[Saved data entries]
= = = = = = =
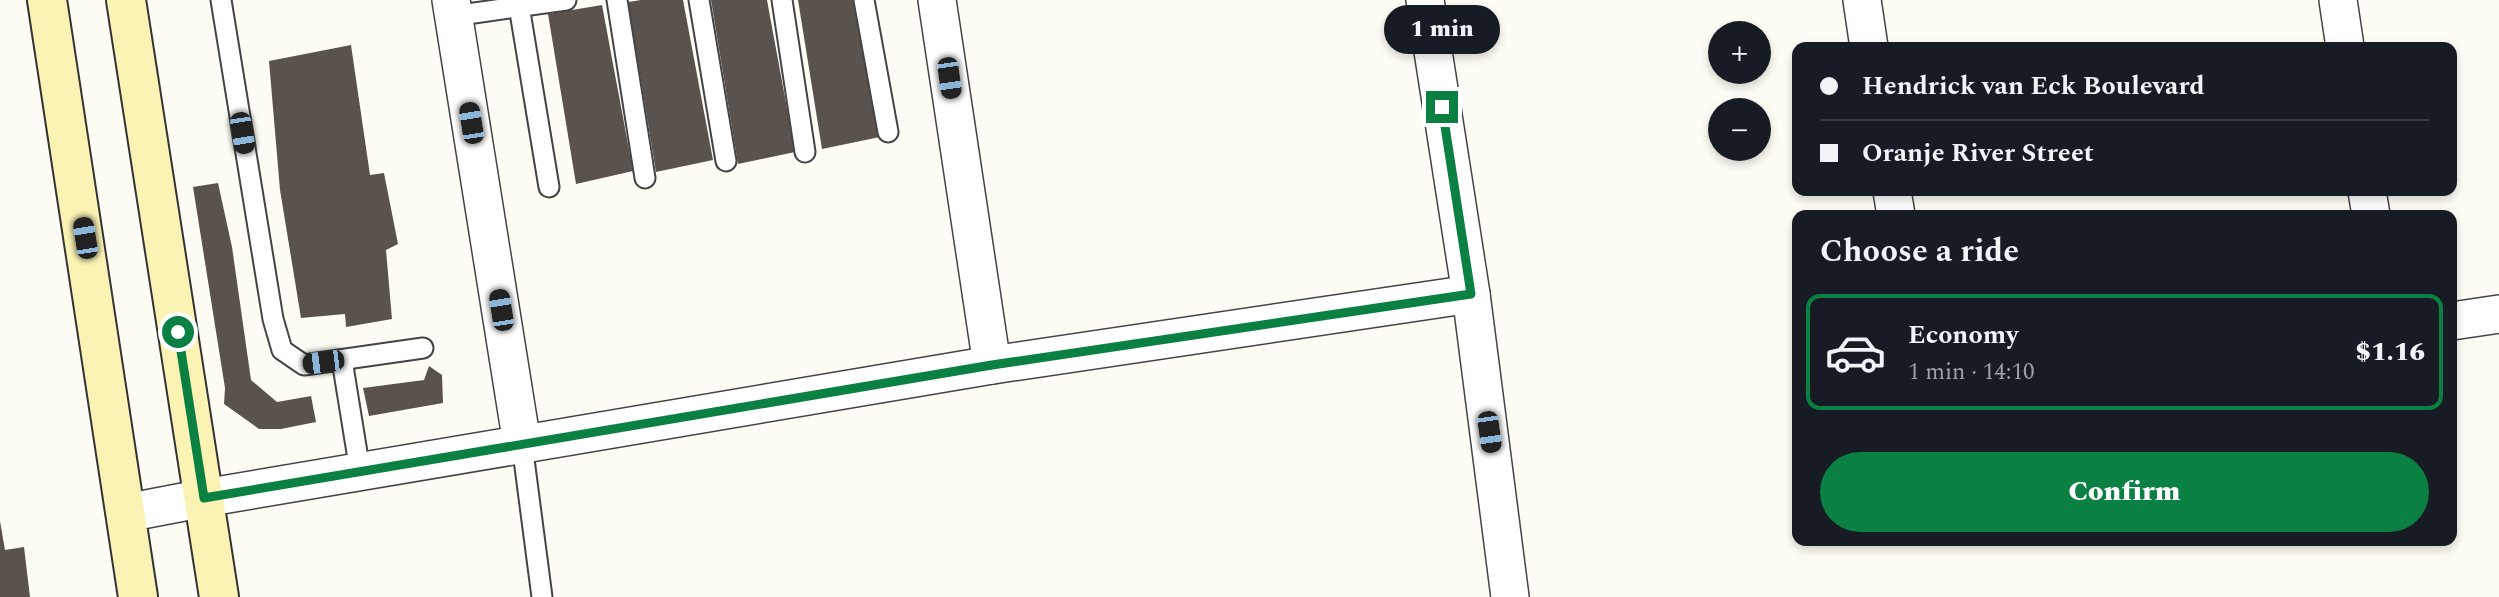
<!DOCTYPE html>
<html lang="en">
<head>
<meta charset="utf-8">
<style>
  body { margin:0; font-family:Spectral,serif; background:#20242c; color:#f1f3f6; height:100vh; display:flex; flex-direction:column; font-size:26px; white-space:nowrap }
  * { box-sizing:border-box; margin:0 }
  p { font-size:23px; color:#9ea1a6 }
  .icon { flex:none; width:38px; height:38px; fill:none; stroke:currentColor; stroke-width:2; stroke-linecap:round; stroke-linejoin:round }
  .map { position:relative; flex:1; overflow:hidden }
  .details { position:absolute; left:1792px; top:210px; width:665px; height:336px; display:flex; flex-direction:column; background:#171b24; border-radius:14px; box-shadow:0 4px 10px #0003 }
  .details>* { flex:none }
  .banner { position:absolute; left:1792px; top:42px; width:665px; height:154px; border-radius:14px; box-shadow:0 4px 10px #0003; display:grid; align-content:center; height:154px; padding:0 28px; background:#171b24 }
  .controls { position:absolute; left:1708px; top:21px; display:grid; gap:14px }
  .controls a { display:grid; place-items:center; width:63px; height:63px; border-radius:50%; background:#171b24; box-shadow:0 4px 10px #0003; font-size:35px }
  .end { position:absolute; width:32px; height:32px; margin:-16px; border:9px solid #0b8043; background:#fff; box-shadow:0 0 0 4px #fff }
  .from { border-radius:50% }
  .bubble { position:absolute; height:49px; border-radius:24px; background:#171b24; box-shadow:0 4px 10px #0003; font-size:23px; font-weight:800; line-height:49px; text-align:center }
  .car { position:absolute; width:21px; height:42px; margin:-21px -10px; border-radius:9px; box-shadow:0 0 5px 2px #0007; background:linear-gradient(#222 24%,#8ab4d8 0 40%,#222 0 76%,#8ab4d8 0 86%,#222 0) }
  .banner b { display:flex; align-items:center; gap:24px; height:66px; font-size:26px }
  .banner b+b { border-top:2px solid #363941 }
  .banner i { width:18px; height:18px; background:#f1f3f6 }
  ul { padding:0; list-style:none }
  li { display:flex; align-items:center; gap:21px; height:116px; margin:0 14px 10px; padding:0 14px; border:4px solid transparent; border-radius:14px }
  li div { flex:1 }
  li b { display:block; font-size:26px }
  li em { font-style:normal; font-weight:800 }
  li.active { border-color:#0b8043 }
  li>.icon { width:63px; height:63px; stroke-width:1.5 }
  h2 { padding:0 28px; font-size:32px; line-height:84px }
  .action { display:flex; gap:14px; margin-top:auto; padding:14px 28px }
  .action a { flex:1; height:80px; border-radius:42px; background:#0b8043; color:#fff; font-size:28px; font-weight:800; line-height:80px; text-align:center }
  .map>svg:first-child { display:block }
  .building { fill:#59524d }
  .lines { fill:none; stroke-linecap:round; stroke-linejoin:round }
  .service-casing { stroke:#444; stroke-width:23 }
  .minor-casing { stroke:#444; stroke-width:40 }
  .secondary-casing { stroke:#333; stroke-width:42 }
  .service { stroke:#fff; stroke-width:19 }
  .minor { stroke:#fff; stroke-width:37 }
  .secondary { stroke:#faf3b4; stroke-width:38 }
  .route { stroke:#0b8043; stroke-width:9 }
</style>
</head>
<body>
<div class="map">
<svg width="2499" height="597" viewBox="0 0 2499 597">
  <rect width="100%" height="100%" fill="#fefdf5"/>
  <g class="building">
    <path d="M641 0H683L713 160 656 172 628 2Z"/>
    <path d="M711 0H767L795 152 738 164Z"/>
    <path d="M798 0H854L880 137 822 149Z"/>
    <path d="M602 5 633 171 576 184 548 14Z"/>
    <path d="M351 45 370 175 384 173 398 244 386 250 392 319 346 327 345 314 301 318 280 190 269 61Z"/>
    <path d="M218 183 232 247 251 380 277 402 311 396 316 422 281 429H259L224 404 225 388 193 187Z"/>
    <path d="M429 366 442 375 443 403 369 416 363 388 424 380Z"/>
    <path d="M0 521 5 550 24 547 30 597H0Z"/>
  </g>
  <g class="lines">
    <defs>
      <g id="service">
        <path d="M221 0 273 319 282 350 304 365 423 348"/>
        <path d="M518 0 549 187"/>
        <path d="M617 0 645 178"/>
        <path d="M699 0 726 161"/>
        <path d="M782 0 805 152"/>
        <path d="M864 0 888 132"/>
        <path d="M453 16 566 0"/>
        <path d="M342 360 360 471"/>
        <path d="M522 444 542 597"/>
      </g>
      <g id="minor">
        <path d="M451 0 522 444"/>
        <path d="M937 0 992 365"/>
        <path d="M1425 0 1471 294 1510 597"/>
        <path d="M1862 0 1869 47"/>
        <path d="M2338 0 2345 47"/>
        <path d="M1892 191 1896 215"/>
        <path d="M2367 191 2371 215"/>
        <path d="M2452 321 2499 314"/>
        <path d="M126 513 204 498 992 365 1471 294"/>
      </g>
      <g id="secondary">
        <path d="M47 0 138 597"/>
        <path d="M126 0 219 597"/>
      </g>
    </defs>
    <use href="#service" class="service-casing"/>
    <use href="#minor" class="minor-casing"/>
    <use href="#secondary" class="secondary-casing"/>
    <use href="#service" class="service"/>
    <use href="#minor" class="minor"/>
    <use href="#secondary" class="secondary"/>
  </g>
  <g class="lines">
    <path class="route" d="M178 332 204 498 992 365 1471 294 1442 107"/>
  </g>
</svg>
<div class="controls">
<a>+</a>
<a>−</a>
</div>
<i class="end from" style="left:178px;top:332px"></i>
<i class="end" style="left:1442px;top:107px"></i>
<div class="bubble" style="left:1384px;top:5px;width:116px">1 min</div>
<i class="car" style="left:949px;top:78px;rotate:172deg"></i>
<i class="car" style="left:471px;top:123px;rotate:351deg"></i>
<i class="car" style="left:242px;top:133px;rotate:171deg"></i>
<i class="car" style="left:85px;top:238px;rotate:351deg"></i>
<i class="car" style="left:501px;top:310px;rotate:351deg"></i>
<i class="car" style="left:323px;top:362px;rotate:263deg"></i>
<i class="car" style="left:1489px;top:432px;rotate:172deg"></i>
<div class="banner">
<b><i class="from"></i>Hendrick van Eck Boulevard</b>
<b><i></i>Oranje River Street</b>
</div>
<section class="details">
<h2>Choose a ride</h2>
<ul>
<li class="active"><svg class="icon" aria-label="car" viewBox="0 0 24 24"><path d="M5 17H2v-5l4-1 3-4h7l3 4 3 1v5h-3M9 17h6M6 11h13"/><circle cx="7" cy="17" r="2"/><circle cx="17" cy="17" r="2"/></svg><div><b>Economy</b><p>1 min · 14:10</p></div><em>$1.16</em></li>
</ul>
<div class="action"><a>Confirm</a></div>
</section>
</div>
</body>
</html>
= = = = = = =
Exercise requirements
The line with "position:absolute; left:1792px; top:42px;" ends the range, and the first line of the data begins it; repeat exactly those lines and nothing more, omitting pictures.

Problem solution
<!DOCTYPE html>
<html lang="en">
<head>
<meta charset="utf-8">
<style>
  body { margin:0; font-family:Spectral,serif; background:#20242c; color:#f1f3f6; height:100vh; display:flex; flex-direction:column; font-size:26px; white-space:nowrap }
  * { box-sizing:border-box; margin:0 }
  p { font-size:23px; color:#9ea1a6 }
  .icon { flex:none; width:38px; height:38px; fill:none; stroke:currentColor; stroke-width:2; stroke-linecap:round; stroke-linejoin:round }
  .map { position:relative; flex:1; overflow:hidden }
  .details { position:absolute; left:1792px; top:210px; width:665px; height:336px; display:flex; flex-direction:column; background:#171b24; border-radius:14px; box-shadow:0 4px 10px #0003 }
  .details>* { flex:none }
  .banner { position:absolute; left:1792px; top:42px; width:665px; height:154px; border-radius:14px; box-shadow:0 4px 10px #0003; display:grid; align-content:center; height:154px; padding:0 28px; background:#171b24 }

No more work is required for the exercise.